La ministre chargée de la Solidarité n’a pas manqué hier le rendez-vous du 25 novembre, Journée internationale de lutte contre les violences à l’égard des filles et des femmes. Pour les responsabilités qui sont les siennes dans un département chargé de la protection sociale, sa participation aux commémorations de cette journée adoptée par les Nations unies en 1999 afin de mobiliser les opinions et les Etats nationaux contre un phénomène à l’ampleur croissante, est pour Ghania Eddalia, un réflexe ordinaire et attendu.

Ce qui était attendu, aussi, c’était ses déclarations sur la situation des femmes : un constat chiffré sur les femmes en situation de difficulté et dont les cas ont été recensés durant cette année 2018 et des affirmations que l’on connaît déjà sur l’action de l’Etat et du gouvernement pour la prise en charge de ces personnes violentées et, plus largement, ce qu’ils entreprennent au plan politique, juridique et législatif pour lutter contre les atteintes aux droits des femmes dans notre pays.
Il ne s’agit pas, ici, de faire un procès à la ministre qui fait son travail de défendre ses services et le gouvernement dont elle fait partie. Il y a lieu cependant d’apporter quelques remarques sur les chiffres qui sont régulièrement avancés sur les cas de violences et d’agressions. Le recensement de 2018 qu’elle a divulgué hier – pour le premier semestre de l’année – devrait être débattu et réexaminé à l’aune du contexte socio-culturel en vigueur. On pourrait, en effet, se réjouir que le nombre de victimes ne soit pas si élevé dans un pays où le phénomène des violences est ascendant, avoue-t-elle selon ses propos mêmes. Mais pourquoi a-t-elle donné uniquement les statistiques
du 1er semestre sachant que l’année est pratiquement terminée ?
On peut considérer cette attitude de la ministre comme un réflexe de prudence à ne pas communiquer n’importe quoi et n’importe comment sur un sujet délicat. Il n’empêche que ces statistiques ont pour origine les services de police et de gendarmerie. Ces corps de sécurité les tiennent à jour comme on dit, ce qui représente une raison suffisante pour souhaiter que Mme Eddalia, dont le ministère est théoriquement à la fois un observatoire et un département de veille sur les détresses sociales, publie les chiffres qui ne s’arrêtent pas uniquement à la période janvier-juin 2018. Doit-on rappeler également que beaucoup d’atteintes et d’agressions à l’intégrité physique et morale que subissent des femmes échappent à toute visibilité et à toute évaluation, parce que c’est tabou d’en parler et parce qu’elles sont commises le plus souvent dans les huis clos conjugal et/ou familial.
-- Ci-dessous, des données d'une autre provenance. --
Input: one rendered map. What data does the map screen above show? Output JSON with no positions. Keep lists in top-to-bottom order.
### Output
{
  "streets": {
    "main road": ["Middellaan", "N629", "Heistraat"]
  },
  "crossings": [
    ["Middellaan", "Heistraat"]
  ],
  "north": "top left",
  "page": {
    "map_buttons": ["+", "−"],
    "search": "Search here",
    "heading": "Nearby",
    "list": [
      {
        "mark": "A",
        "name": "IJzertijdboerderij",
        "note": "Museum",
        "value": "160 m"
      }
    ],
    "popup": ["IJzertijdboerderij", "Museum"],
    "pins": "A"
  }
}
Par ailleurs, les quelques associations qui existent et qui travaillent dans la difficulté sur le terrain ont un point de vue tout autre sur les violences faites aux femmes dans notre pays et sur les moyens de prise en charge. Il serait peut-être temps de les écouter davantage et cesser de les considérer comme des adversaires parce qu’elles ont le courage de dire des choses que le gouvernement s’irrite à les entendre : comme de rappeler que la question, celle des femmes face aux violences, est éminemment politique, qu’elle cache d’autres enjeux comme le contrôle des femmes dans notre société, qu’elle nourrit et met en jeu des logiques affrontements de chapelle et d’idéologies, et donc de rapports de force dont la catastrophe est de faire des femmes, elles-mêmes, des boucs émissaires ou l’otage de calculs qui ne sont pas dans l’intérêt collectif et celui d’aller de l’avant : vers une société de droits respectueuse des différences.